- _Records supplied_:
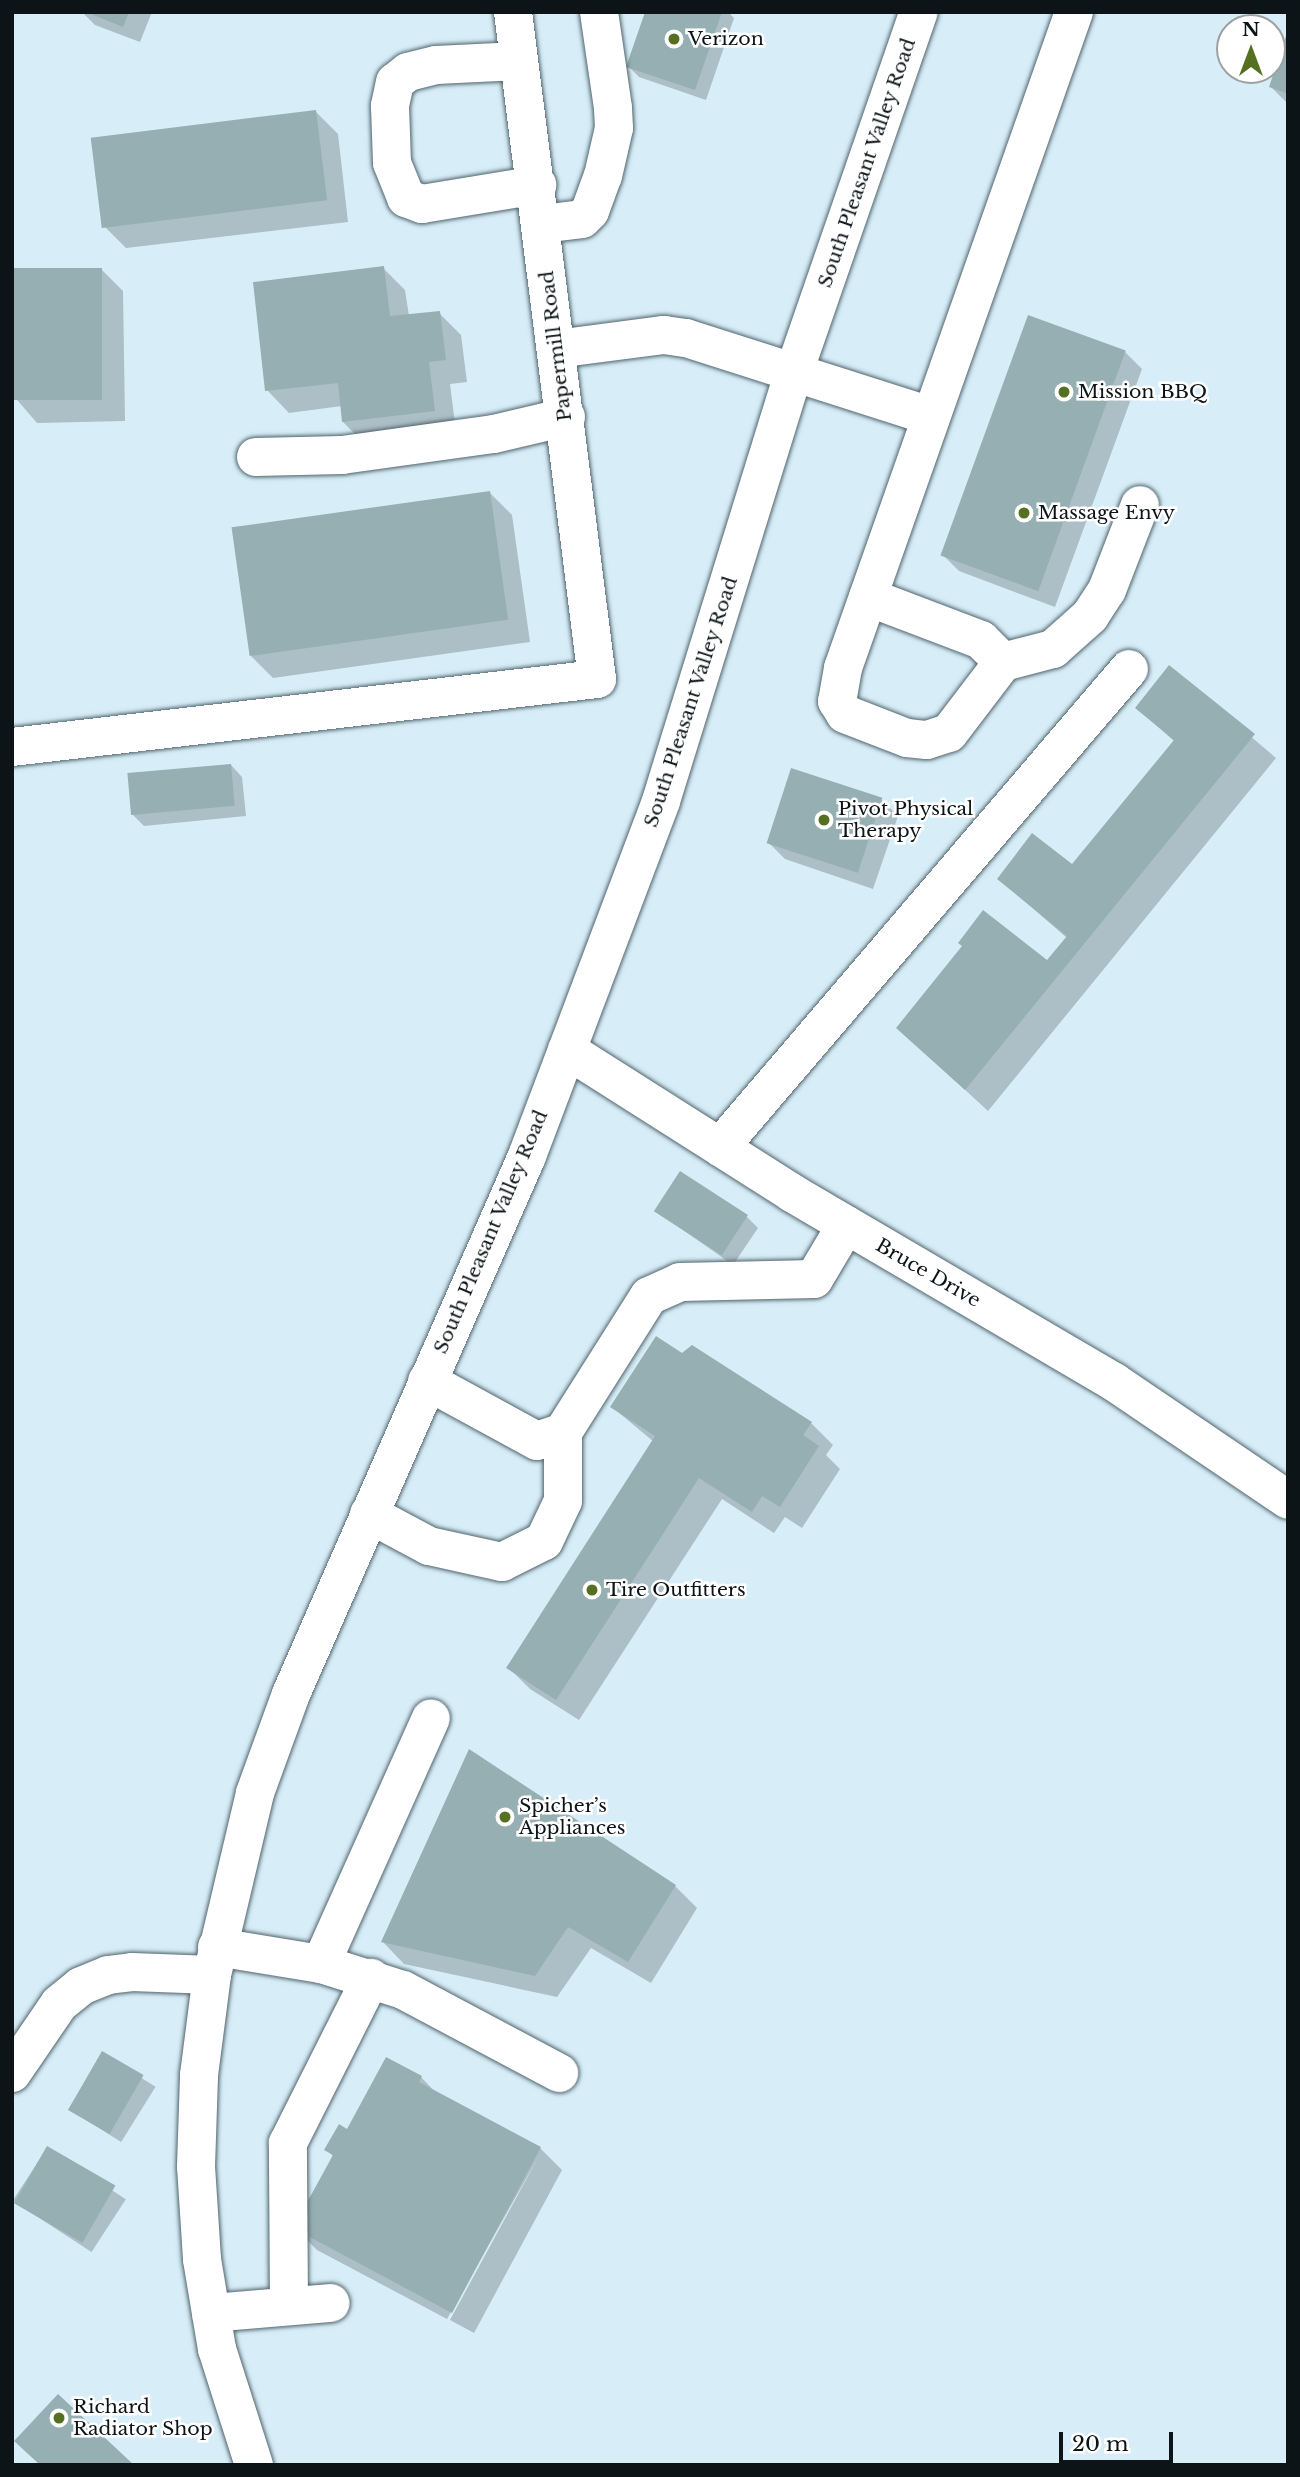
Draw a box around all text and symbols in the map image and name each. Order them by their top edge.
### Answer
north arrow [1216,14,1286,84]
text: N [1242,18,1260,41]
place label: Verizon [688,28,764,50]
marker: Verizon [666,31,682,47]
street label: South Pleasant Valley Road [813,35,921,291]
street label: Papermill Road [535,269,577,423]
place label: Mission BBQ [1078,381,1207,403]
marker: Mission BBQ [1056,384,1072,400]
place label: Massage Envy [1038,502,1175,524]
marker: Massage Envy [1016,505,1032,521]
street label: South Pleasant Valley Road [639,573,743,831]
place label: Pivot Physical Therapy [838,798,973,842]
marker: Pivot Physical Therapy [816,812,832,828]
street label: South Pleasant Valley Road [429,1106,553,1358]
street label: Bruce Drive [872,1234,984,1312]
place label: Tire Outfitters [606,1579,746,1601]
marker: Tire Outfitters [584,1582,600,1598]
place label: Spicher’s Appliances [519,1795,625,1839]
marker: Spicher’s Appliances [497,1809,513,1825]
place label: Richard Radiator Shop [73,2396,213,2440]
marker: Richard Radiator Shop [51,2410,67,2426]
scale bar [1062,2418,1176,2462]
text: 20 m [1072,2431,1129,2457]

- _Exercise_:
An exact, picture-free copy of the listing above is the goal; write it out now.

- _Written response_:
Draw a box around all text and symbols in the map image and name each. Order them by their top edge.
### Answer
north arrow [1216,14,1286,84]
text: N [1242,18,1260,41]
place label: Verizon [688,28,764,50]
marker: Verizon [666,31,682,47]
street label: South Pleasant Valley Road [813,35,921,291]
street label: Papermill Road [535,269,577,423]
place label: Mission BBQ [1078,381,1207,403]
marker: Mission BBQ [1056,384,1072,400]
place label: Massage Envy [1038,502,1175,524]
marker: Massage Envy [1016,505,1032,521]
street label: South Pleasant Valley Road [639,573,743,831]
place label: Pivot Physical Therapy [838,798,973,842]
marker: Pivot Physical Therapy [816,812,832,828]
street label: South Pleasant Valley Road [429,1106,553,1358]
street label: Bruce Drive [872,1234,984,1312]
place label: Tire Outfitters [606,1579,746,1601]
marker: Tire Outfitters [584,1582,600,1598]
place label: Spicher’s Appliances [519,1795,625,1839]
marker: Spicher’s Appliances [497,1809,513,1825]
place label: Richard Radiator Shop [73,2396,213,2440]
marker: Richard Radiator Shop [51,2410,67,2426]
scale bar [1062,2418,1176,2462]
text: 20 m [1072,2431,1129,2457]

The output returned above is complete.